Abstract

I examine the way in which multilingualism and language education is appropriated by the ideology of neoliberalism, using the perspective of linguistic entrepreneurship, which is defined as “the act of aligning with the moral imperative to strategically exploit language-related resources for enhancing one’s worth in the world” (De Costa, Park & Wee 2016, p. 696). By exploring how linguistic entrepreneurship is instantiated in a range of formal and informal educational contexts across the world, I offer a critical  perspective on the processes by which language learning is reframed as a moral responsibility of neoliberal subjects. In particular, I investigate (1) the material conditions that have enabled and constrained the emergence of linguistic entrepreneurship, and (2) its impact on individuals from several countries. 
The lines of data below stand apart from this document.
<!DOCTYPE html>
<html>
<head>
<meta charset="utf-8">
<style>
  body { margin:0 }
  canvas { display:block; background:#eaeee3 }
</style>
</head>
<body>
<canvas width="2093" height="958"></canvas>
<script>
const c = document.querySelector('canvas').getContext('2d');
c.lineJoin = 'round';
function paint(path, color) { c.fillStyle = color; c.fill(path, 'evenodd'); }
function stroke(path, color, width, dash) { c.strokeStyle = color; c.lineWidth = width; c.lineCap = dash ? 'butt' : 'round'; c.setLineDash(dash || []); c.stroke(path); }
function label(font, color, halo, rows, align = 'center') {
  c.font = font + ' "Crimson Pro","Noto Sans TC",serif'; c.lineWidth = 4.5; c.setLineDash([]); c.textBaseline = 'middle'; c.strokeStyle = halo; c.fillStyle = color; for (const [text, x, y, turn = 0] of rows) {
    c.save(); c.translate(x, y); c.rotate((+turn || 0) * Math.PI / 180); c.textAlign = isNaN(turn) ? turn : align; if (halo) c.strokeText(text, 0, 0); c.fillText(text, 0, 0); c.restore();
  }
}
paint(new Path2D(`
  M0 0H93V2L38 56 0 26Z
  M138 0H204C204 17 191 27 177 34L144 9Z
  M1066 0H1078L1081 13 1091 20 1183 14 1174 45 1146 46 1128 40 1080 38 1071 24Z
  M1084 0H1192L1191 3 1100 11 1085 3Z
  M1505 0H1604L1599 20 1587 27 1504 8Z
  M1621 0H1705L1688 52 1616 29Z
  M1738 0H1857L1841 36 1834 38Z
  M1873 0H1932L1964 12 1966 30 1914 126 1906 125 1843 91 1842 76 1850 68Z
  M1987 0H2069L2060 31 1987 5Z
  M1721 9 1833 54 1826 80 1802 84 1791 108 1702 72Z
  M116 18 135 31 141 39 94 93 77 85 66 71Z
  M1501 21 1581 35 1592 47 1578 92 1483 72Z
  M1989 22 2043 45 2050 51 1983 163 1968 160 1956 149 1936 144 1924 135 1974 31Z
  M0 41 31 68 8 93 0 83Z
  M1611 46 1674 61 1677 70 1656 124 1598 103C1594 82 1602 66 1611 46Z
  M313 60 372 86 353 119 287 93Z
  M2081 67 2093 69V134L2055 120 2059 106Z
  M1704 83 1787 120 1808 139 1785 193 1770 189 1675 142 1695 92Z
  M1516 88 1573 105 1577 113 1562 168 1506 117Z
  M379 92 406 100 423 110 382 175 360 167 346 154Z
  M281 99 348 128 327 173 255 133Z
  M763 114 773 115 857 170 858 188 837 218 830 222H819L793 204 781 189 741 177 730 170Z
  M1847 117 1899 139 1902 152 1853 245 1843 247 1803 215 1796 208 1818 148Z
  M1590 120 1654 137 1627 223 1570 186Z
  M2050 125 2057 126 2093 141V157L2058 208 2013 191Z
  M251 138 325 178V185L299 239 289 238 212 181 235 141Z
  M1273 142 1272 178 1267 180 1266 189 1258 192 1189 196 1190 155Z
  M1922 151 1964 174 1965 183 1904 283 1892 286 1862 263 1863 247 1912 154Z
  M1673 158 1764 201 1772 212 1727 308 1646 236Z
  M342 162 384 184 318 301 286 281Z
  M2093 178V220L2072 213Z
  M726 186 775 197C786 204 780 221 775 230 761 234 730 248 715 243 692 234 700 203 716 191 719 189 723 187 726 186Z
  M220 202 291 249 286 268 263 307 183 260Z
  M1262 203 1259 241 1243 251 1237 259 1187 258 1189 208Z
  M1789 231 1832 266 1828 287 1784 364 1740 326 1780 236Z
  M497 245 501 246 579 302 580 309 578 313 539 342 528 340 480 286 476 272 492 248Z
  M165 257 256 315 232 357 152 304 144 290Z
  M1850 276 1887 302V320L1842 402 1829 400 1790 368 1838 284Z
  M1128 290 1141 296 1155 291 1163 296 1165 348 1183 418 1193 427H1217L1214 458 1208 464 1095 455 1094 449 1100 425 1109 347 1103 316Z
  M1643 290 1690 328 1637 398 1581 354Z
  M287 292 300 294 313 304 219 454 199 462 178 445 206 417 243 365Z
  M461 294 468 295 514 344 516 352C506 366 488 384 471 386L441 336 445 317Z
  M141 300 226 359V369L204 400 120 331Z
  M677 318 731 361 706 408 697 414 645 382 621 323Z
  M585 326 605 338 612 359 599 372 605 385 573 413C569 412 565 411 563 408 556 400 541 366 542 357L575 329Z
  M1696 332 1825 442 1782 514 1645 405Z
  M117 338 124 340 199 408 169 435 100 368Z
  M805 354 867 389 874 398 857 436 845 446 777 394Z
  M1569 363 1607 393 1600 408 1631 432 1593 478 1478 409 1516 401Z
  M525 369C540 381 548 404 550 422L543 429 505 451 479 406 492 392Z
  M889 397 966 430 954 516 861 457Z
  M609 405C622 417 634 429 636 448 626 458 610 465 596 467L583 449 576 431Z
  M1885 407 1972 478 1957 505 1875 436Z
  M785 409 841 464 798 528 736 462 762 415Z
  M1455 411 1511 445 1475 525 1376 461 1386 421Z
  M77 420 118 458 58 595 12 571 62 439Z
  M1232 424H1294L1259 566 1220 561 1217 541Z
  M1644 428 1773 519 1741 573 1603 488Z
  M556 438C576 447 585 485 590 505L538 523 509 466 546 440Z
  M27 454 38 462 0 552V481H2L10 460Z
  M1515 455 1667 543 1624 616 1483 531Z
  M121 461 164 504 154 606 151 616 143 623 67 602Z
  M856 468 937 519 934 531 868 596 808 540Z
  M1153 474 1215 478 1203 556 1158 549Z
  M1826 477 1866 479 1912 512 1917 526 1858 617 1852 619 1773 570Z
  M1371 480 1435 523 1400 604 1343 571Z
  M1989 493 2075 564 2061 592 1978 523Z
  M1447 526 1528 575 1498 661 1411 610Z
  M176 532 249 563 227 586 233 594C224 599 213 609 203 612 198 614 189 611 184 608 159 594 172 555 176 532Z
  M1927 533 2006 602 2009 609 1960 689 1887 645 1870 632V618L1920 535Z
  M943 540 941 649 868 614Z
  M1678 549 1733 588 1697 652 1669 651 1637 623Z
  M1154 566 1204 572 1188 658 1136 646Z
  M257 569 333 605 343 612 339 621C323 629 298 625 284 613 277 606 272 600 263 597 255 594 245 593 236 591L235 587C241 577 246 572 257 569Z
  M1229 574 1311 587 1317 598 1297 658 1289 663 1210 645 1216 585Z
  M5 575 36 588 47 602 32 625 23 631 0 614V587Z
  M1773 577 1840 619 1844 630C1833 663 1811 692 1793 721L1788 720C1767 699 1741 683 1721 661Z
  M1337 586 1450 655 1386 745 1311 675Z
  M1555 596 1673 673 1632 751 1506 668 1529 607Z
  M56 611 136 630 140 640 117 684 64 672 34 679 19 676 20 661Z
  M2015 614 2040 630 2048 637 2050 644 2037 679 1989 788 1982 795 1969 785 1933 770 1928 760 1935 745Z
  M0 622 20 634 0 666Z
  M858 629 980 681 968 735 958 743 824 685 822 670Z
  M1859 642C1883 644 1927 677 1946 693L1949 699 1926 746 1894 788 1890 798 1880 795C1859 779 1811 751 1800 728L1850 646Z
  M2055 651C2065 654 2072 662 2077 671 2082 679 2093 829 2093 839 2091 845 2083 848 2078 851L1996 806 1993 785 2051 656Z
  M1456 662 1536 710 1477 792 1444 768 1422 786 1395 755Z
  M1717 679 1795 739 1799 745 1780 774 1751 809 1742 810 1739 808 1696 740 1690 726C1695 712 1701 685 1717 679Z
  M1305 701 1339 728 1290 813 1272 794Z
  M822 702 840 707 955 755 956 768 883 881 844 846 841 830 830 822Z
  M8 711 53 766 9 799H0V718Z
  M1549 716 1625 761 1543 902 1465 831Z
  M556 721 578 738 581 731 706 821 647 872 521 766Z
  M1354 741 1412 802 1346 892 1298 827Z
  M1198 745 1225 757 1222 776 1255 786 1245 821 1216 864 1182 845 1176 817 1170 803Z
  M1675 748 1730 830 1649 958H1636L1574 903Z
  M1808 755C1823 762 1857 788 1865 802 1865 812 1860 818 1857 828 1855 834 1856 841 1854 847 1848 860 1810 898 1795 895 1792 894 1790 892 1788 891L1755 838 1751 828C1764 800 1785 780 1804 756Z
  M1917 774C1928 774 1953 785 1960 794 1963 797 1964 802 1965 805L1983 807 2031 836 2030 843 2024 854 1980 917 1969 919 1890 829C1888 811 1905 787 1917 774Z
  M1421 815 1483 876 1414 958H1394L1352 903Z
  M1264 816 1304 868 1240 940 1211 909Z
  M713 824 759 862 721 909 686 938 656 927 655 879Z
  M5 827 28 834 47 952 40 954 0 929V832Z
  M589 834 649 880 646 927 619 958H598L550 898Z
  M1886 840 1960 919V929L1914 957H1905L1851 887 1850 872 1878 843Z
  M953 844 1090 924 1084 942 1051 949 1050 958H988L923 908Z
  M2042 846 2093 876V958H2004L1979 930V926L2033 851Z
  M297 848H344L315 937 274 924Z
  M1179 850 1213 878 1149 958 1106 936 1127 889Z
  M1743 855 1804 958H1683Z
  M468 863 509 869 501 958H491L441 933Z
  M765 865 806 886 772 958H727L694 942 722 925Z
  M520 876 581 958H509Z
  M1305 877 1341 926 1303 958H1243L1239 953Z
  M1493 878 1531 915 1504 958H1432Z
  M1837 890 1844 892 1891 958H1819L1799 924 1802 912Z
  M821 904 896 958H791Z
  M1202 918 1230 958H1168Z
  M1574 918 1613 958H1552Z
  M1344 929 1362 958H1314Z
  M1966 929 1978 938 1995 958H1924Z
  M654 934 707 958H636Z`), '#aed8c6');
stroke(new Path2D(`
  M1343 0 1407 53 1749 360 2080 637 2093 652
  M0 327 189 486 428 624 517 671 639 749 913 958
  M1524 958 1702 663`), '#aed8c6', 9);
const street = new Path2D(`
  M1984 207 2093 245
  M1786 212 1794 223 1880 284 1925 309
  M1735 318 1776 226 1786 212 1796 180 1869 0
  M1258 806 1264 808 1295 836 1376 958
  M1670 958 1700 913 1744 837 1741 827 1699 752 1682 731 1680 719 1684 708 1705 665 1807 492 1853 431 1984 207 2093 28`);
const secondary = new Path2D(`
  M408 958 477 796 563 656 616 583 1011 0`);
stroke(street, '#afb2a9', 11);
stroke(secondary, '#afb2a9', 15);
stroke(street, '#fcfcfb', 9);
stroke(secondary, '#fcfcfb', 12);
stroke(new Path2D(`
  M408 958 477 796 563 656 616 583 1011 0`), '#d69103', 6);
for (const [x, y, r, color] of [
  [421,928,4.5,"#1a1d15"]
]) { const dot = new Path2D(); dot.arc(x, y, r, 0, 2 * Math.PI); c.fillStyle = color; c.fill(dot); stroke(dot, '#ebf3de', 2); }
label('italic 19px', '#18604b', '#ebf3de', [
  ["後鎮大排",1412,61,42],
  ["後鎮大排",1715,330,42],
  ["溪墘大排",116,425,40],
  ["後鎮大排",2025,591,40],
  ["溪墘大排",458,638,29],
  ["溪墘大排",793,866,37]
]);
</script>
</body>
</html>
By drawing on these country examples, I illustrate how linguistic entrepreneurship illuminates the concrete processes by which people come to align themselves with the ideal of neoliberalism, developing a particular sense of self as subjects, through a range of ideological, historical, and political economic conditions.

Bio

Peter De Costa is an Associate Professor in the Department of Linguistics and Languages and the Department of Teacher Education at Michigan State University. His research areas include emotions, identity, ideology and ethics in educational linguistics. He also studies social (in)justice issues. He is the co-editor of TESOL Quarterly.